# [About this exercise]
Only a slice of the listing below is wanted. Retype the lines from the one containing "Input: one rendered" through the one containing "Transcribe the names", exactly, both ends included.

[[ The data open ]]

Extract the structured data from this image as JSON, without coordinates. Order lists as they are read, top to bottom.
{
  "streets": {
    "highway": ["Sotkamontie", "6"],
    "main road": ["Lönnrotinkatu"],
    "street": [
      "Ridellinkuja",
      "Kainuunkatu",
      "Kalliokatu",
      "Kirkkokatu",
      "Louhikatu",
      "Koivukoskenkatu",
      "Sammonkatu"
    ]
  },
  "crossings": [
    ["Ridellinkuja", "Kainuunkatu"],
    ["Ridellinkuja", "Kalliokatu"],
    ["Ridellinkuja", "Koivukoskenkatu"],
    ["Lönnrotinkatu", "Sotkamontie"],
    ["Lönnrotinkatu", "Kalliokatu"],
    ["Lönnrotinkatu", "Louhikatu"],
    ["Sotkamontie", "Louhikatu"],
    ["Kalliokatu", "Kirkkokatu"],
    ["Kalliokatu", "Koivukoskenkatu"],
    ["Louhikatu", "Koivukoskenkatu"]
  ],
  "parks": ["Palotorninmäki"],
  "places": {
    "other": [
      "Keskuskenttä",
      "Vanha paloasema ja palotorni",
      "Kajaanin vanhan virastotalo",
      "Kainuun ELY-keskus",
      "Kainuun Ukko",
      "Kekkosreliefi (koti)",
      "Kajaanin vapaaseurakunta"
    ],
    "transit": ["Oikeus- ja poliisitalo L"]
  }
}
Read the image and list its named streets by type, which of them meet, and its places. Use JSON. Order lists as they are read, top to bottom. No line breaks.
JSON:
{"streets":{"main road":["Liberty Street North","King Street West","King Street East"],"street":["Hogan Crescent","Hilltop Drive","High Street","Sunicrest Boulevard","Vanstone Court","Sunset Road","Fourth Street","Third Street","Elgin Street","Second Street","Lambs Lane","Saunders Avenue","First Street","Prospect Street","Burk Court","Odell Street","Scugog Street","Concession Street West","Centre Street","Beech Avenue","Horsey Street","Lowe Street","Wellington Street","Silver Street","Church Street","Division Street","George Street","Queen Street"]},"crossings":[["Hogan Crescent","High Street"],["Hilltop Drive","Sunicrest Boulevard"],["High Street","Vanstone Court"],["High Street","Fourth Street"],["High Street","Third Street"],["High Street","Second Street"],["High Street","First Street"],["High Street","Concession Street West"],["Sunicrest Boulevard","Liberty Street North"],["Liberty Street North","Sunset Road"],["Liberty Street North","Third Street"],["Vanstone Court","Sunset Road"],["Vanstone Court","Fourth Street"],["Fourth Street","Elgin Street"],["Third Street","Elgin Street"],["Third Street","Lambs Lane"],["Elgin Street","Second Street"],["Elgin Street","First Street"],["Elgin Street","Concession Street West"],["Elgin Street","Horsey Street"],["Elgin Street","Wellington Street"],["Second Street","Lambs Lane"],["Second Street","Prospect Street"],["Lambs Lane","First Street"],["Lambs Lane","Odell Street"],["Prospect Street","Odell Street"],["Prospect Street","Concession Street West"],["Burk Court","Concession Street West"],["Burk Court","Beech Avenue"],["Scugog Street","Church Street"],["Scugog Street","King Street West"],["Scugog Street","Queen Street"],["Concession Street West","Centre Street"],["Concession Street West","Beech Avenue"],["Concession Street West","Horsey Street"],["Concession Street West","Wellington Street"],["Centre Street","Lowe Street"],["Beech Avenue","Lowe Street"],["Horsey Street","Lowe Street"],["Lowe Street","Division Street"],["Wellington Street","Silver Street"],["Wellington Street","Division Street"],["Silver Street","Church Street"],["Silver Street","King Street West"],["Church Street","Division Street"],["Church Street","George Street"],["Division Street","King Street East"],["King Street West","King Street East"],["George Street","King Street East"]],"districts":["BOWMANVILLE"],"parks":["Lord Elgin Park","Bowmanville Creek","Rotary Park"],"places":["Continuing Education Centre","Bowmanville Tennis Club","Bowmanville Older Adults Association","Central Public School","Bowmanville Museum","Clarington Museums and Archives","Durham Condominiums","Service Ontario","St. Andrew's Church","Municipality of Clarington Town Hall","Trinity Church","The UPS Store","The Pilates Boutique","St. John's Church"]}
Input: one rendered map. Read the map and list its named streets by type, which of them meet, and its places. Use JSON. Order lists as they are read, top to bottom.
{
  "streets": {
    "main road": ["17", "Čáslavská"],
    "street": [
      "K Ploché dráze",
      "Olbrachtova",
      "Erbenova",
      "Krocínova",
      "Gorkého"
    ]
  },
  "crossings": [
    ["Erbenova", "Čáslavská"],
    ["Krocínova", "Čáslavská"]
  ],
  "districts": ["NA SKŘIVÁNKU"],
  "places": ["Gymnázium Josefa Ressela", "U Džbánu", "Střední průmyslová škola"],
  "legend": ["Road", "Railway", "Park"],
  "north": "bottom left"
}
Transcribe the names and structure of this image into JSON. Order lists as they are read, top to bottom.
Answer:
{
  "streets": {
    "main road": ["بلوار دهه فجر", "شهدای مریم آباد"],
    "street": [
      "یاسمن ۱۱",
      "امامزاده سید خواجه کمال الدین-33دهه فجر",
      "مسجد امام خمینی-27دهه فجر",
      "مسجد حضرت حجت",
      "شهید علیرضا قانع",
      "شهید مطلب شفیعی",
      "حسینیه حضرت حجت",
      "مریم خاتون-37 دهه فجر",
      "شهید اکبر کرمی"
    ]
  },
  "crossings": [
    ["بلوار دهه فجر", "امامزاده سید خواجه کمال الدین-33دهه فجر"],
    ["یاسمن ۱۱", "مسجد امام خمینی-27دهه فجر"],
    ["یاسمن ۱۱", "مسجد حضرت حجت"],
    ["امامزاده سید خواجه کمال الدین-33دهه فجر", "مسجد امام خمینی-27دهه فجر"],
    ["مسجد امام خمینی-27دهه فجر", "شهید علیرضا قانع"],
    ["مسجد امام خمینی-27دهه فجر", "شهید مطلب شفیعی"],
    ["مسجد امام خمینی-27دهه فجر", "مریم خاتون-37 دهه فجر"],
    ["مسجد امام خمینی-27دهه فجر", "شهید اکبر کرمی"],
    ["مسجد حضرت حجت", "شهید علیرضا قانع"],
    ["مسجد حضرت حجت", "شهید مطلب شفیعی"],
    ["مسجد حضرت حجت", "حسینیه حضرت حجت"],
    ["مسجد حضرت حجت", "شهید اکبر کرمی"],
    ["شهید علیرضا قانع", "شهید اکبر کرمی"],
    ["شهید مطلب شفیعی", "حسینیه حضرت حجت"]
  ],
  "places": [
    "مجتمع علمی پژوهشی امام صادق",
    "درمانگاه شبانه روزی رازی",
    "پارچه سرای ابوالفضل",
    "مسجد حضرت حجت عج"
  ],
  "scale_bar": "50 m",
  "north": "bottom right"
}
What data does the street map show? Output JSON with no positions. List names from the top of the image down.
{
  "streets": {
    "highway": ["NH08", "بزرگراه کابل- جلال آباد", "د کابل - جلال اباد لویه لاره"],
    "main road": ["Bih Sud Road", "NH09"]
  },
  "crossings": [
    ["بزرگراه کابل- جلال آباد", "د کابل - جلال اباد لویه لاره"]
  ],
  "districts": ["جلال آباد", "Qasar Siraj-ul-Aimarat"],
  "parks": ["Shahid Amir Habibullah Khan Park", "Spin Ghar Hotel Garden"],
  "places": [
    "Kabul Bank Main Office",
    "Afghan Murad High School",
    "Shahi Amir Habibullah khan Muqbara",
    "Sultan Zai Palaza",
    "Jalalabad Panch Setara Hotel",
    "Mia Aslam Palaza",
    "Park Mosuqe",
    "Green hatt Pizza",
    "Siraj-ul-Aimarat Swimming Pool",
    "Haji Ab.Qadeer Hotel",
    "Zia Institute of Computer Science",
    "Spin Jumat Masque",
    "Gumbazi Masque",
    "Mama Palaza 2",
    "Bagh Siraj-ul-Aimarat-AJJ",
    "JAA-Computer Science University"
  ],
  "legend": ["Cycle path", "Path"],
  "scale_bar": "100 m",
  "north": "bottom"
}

[[ The data closed ]]

# [Answer area]
Input: one rendered map. Read the map and list its named streets by type, which of them meet, and its places. Use JSON. Order lists as they are read, top to bottom.
{
  "streets": {
    "main road": ["17", "Čáslavská"],
    "street": [
      "K Ploché dráze",
      "Olbrachtova",
      "Erbenova",
      "Krocínova",
      "Gorkého"
    ]
  },
  "crossings": [
    ["Erbenova", "Čáslavská"],
    ["Krocínova", "Čáslavská"]
  ],
  "districts": ["NA SKŘIVÁNKU"],
  "places": ["Gymnázium Josefa Ressela", "U Džbánu", "Střední průmyslová škola"],
  "legend": ["Road", "Railway", "Park"],
  "north": "bottom left"
}
Transcribe the names and structure of this image into JSON. Order lists as they are read, top to bottom.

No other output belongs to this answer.